Jérôme Combier est tout jeune. Il est né en 1971, celui qui lui fait à peine 35 ans. Sa biographie est celle d’un brillant sujet. Elève de Michaël Levinas et d’Emmanuel Nunes, auteur d’une thèse sur Webern, lauréat de la Fondation Bleustein-Blanchet, il a étudié avec Brian Ferneybourough, ce qui est une référence, et beaucoup voyagé. Il est allé au Japon, au Kazakhstan, ce qui n’est pas banal. Il est très actif sur la scène musicale, puisqu’il est l’un des fondateurs et l’un des animateurs du groupe Cairns qui se démène beaucoup pour faire connaître la musique d’aujourd’hui.
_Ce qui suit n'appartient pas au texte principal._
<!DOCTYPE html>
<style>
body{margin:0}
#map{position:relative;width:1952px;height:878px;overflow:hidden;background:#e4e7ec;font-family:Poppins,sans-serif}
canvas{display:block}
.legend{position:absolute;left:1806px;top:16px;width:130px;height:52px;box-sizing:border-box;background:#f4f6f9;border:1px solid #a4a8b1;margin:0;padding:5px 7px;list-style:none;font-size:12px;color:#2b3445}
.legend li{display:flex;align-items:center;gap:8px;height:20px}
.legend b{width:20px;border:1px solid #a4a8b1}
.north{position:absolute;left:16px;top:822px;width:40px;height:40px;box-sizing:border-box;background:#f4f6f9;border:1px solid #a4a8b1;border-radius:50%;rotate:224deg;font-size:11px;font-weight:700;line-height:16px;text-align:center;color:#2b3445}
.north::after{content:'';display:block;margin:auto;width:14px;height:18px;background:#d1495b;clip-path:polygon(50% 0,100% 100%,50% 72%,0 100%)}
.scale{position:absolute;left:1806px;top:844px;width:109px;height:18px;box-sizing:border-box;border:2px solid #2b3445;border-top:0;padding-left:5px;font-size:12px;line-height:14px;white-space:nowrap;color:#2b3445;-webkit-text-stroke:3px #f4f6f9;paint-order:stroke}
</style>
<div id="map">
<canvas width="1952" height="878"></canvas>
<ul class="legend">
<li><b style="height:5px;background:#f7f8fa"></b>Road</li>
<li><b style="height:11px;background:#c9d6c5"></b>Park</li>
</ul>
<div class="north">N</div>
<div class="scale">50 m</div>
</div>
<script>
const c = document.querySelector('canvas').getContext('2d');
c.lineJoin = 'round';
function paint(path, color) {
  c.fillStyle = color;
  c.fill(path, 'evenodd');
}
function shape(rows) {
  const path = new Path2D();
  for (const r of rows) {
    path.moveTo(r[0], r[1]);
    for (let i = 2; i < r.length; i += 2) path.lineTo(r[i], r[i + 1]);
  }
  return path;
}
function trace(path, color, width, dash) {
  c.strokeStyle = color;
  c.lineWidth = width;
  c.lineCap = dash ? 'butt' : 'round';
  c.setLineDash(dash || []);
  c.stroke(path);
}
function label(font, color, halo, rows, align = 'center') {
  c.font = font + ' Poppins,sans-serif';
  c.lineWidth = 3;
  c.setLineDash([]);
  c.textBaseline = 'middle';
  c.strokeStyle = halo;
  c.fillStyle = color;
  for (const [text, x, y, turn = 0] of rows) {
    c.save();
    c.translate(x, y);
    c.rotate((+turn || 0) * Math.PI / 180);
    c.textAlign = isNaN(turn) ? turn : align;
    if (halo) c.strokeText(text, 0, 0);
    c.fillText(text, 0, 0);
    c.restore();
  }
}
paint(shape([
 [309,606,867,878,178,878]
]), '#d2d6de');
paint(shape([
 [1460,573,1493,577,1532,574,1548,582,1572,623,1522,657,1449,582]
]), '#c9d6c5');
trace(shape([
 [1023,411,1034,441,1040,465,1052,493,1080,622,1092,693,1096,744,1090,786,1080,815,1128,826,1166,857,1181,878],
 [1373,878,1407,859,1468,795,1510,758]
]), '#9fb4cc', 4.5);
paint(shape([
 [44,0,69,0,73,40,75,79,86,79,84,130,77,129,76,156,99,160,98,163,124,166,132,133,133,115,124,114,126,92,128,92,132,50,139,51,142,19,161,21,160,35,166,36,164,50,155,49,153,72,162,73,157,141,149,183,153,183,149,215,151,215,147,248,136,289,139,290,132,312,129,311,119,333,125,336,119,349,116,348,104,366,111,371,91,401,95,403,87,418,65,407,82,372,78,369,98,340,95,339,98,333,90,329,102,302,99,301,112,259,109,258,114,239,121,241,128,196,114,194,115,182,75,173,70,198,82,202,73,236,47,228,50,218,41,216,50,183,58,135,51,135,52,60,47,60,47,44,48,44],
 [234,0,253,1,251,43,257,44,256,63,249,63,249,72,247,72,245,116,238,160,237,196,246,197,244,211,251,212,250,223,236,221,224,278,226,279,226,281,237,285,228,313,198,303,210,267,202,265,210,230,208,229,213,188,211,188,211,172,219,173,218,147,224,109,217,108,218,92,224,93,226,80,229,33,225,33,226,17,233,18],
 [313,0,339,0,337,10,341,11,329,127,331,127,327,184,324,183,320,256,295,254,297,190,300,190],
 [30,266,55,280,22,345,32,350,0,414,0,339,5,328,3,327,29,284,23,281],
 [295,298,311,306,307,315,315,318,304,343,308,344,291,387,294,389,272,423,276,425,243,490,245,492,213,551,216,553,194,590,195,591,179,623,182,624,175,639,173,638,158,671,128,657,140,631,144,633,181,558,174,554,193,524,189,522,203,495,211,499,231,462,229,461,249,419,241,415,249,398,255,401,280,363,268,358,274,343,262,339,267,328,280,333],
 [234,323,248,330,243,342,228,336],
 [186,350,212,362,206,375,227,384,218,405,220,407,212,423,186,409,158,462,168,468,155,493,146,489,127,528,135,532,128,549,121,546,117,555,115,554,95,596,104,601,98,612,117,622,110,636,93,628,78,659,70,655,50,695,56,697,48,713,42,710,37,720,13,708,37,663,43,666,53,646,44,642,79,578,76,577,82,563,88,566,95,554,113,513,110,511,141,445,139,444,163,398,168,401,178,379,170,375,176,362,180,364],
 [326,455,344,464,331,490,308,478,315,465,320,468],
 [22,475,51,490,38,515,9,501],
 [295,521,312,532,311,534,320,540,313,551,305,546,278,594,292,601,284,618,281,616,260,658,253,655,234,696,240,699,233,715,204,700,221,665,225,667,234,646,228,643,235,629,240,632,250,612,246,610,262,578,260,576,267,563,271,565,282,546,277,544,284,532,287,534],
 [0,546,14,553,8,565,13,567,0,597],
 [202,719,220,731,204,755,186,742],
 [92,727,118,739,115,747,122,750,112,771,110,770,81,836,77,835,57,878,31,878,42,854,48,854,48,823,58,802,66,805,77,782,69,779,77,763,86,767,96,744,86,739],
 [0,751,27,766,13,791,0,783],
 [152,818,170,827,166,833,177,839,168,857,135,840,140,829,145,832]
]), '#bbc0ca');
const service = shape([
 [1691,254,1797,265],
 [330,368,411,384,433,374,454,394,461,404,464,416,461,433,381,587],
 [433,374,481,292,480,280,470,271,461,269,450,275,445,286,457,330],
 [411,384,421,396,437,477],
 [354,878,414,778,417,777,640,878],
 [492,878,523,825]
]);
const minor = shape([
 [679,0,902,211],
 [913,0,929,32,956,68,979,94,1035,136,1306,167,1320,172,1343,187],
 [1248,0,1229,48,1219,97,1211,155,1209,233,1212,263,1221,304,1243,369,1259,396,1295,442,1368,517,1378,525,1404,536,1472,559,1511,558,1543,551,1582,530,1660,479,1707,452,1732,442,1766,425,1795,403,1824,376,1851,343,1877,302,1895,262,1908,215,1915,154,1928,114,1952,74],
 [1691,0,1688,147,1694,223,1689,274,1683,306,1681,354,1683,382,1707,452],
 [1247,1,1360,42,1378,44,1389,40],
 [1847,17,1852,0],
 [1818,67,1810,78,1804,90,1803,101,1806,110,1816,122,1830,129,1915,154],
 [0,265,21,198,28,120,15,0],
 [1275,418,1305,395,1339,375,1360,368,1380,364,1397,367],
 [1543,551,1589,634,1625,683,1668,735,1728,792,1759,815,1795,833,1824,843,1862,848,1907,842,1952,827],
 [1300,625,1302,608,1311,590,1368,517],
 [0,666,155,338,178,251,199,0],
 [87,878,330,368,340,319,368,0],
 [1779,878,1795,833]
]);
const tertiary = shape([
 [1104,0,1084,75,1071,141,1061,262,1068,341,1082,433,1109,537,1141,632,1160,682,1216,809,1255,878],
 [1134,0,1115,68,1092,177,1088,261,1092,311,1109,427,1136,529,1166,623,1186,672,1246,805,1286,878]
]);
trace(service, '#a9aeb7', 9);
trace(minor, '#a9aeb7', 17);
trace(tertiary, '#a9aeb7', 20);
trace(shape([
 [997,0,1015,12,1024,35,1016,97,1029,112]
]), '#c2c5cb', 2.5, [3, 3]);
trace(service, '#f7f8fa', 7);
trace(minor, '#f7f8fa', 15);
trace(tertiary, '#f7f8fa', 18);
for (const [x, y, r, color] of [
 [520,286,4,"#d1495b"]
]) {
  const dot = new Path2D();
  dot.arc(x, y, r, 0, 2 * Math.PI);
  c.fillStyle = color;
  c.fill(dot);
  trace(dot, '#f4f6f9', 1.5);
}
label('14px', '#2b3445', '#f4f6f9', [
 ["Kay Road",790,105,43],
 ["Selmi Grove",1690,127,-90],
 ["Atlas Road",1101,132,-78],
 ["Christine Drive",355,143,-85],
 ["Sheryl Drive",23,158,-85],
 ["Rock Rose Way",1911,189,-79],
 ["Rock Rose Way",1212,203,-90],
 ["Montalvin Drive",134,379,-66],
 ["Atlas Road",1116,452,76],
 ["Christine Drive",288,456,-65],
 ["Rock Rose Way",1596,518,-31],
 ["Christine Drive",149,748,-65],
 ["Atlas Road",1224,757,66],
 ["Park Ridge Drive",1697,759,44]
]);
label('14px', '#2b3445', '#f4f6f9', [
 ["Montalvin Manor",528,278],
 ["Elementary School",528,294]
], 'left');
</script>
Mais venons-en à sa musique. On trouve sur ce disque 8 pièces qui témoignent d’un tempérament original. Jérôme Combier utilise des instruments que l’on rencontre souvent dans la musique contemporaine, la flûte, la clarinette, le violoncelle, l’électronique… mais il les traite d’une manière que je qualifierais de minimaliste si le mot n’était pas utilisé dans un tout autre sens. Par là, je veux dire qu’il n’insiste pas sur leurs qualités sonores, qu’il ne les fait pas briller. Du coup, l’auditeur est plus attentif à l’écriture, à la forme sophistiquée et complexe. Il y a quelque chose d’abstrait dans cette musique qui me rappelle les peintures d’Albers ou les travaux du Bauhaus. Pas de fioritures, pas de décor, la forme se suffit à elle-même.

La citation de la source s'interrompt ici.